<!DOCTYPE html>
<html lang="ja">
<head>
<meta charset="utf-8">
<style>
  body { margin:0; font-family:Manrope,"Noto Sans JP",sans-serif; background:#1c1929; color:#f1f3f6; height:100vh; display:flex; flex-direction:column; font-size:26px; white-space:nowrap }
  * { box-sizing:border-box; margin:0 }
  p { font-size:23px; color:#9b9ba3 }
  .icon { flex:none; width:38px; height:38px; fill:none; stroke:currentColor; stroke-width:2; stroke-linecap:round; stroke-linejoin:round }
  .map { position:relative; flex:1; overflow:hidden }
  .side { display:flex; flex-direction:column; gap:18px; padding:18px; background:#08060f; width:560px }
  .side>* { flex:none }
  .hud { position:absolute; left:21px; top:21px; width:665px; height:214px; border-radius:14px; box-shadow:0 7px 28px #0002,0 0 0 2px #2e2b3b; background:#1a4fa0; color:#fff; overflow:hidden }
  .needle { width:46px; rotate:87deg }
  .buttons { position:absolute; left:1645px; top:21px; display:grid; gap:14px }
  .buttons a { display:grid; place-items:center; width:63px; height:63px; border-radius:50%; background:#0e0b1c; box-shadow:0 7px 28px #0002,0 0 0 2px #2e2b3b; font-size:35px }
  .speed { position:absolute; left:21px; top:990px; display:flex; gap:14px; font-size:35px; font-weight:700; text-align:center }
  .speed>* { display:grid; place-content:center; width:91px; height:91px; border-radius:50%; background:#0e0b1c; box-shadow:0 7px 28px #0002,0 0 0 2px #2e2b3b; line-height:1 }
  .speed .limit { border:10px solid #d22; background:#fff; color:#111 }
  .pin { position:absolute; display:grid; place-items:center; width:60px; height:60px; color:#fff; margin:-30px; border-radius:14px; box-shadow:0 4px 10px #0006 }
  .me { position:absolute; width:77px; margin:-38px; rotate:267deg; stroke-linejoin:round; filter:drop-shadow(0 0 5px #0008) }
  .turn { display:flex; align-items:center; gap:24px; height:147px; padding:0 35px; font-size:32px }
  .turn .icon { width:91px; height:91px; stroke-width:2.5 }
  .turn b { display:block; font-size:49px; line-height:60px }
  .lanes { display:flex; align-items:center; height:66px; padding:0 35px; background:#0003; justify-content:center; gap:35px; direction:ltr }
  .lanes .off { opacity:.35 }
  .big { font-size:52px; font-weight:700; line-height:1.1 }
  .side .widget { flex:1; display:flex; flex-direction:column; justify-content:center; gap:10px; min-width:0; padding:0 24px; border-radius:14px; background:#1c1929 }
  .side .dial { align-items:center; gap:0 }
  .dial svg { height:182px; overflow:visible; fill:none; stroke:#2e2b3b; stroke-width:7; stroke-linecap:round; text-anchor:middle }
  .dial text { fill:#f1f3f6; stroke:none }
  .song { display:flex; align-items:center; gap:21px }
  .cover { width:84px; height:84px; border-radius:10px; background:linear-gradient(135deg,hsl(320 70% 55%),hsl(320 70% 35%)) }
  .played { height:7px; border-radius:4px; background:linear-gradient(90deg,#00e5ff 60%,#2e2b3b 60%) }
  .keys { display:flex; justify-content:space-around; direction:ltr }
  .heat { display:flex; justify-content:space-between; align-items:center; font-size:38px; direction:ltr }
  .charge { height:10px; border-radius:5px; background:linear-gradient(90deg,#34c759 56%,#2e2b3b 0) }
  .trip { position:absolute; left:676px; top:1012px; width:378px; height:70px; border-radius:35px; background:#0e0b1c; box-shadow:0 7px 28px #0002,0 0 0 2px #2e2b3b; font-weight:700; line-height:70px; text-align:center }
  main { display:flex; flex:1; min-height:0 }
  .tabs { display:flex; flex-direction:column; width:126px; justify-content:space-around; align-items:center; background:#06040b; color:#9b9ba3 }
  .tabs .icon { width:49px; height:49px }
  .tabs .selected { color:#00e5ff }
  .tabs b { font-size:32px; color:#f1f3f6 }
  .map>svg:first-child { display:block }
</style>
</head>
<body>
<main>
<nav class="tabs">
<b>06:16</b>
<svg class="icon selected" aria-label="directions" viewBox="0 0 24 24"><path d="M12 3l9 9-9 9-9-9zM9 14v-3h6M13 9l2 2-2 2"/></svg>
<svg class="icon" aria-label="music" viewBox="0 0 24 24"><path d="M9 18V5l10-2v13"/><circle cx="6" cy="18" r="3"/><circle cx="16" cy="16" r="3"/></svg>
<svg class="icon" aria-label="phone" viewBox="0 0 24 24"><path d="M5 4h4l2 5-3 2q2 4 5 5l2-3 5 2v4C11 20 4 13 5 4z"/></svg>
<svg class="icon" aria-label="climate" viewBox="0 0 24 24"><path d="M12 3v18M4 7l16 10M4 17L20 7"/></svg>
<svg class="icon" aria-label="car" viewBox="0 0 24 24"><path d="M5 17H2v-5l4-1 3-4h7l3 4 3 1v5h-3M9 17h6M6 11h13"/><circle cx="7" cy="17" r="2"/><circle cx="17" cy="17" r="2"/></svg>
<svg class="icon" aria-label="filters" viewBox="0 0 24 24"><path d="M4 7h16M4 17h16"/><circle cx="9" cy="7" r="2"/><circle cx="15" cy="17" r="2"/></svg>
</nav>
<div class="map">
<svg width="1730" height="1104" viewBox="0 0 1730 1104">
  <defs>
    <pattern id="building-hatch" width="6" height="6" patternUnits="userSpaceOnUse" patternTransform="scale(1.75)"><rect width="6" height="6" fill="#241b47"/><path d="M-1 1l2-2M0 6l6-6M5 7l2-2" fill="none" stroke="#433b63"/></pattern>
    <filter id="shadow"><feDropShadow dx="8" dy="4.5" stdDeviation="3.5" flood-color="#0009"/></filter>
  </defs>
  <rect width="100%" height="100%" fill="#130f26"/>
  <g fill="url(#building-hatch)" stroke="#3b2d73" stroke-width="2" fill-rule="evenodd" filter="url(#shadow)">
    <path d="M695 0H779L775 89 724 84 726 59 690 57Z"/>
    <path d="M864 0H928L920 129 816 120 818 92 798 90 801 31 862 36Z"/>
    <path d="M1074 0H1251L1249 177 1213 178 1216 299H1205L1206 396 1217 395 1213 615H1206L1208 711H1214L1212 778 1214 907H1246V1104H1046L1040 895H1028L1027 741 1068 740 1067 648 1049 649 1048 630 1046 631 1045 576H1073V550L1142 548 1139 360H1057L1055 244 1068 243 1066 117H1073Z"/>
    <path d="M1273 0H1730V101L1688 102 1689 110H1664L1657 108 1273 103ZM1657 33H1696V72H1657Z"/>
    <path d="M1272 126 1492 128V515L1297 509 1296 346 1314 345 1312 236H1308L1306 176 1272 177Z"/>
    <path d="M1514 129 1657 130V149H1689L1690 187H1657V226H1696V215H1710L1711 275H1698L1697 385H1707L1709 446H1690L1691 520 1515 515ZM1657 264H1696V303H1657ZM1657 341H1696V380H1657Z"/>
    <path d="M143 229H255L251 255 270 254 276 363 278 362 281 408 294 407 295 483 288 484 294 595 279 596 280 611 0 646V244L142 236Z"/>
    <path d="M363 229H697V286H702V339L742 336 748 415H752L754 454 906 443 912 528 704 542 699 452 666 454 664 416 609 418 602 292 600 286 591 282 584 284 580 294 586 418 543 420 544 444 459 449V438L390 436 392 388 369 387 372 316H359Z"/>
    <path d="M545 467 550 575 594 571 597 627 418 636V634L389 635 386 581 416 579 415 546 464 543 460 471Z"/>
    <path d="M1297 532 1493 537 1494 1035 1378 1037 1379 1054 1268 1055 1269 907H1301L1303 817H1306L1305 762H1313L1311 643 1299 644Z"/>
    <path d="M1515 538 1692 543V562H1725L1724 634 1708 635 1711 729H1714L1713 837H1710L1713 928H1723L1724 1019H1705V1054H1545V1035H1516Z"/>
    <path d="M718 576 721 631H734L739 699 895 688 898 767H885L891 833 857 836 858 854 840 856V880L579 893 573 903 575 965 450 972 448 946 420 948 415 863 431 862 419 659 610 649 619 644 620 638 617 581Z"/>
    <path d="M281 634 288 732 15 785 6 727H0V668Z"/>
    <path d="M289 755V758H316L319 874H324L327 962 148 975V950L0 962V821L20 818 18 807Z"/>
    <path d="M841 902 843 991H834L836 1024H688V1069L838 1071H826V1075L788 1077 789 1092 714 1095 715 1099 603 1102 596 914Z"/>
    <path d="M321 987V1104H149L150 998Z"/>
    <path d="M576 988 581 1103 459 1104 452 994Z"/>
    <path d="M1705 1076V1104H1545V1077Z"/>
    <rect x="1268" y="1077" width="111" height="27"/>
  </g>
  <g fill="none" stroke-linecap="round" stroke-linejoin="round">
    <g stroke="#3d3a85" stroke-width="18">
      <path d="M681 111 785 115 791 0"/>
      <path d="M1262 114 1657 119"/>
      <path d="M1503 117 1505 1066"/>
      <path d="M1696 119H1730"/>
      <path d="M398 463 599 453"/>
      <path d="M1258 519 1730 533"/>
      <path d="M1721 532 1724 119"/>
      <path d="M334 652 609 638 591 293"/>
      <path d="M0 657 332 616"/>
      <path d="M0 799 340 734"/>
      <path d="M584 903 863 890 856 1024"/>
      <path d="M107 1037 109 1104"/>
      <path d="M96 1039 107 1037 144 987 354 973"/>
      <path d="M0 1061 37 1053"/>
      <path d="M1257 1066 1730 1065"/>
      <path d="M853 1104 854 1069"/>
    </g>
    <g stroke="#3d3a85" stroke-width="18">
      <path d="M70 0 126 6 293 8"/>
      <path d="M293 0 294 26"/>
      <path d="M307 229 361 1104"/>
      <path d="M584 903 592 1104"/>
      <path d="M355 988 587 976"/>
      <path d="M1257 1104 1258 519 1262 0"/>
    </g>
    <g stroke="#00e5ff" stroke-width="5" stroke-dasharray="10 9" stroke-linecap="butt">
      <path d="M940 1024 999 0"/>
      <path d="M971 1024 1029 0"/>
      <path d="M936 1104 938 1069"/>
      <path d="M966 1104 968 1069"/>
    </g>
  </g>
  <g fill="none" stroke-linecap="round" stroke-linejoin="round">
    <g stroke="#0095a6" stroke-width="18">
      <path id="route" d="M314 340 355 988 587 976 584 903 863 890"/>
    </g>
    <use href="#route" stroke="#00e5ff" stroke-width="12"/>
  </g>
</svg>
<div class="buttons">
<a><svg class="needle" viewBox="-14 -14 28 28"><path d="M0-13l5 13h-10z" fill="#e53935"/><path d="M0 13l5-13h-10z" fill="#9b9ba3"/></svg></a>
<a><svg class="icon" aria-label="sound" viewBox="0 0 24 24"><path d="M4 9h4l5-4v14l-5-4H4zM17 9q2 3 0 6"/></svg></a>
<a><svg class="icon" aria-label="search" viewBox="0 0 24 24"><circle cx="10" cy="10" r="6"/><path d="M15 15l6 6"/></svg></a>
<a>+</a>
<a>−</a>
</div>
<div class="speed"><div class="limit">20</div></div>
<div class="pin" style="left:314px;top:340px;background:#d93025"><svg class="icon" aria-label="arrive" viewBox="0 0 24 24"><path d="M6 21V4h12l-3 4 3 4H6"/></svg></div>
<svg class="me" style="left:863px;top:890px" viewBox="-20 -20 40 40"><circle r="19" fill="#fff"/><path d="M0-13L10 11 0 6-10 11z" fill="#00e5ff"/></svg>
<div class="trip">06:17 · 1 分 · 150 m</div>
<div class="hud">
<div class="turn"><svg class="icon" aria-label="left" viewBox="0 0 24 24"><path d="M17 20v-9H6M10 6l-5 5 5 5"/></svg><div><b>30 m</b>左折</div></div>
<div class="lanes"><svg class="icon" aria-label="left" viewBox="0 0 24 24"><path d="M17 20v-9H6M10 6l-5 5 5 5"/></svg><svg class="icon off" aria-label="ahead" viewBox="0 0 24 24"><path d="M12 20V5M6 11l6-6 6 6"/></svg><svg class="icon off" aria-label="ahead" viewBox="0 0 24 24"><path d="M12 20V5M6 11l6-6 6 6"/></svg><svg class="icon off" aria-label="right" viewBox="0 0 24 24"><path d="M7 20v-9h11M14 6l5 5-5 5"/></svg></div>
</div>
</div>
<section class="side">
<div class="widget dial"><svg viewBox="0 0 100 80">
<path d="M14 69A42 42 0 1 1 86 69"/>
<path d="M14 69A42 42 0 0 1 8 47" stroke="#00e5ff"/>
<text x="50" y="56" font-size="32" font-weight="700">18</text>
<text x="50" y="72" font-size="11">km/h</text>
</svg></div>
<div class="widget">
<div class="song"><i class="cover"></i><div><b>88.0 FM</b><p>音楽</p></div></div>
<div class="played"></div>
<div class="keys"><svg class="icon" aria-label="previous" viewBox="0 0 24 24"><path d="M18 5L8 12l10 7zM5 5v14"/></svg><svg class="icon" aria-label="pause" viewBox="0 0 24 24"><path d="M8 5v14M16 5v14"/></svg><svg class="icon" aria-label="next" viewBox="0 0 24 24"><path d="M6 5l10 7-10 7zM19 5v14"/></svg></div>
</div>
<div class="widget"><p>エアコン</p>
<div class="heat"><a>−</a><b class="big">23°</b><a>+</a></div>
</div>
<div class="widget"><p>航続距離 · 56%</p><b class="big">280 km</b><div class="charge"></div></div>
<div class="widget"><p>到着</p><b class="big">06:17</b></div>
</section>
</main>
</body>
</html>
***
### TASK DIRECTIONS
When the line with "<b>06:16</b>" is reached in the data above, start copying there, and copy each line exactly until the line with "4h4l2 5-3 2q2" has been copied; copy nothing else.

### OUTPUT OF THE EXERCISE
<b>06:16</b>
<svg class="icon selected" aria-label="directions" viewBox="0 0 24 24"><path d="M12 3l9 9-9 9-9-9zM9 14v-3h6M13 9l2 2-2 2"/></svg>
<svg class="icon" aria-label="music" viewBox="0 0 24 24"><path d="M9 18V5l10-2v13"/><circle cx="6" cy="18" r="3"/><circle cx="16" cy="16" r="3"/></svg>
<svg class="icon" aria-label="phone" viewBox="0 0 24 24"><path d="M5 4h4l2 5-3 2q2 4 5 5l2-3 5 2v4C11 20 4 13 5 4z"/></svg>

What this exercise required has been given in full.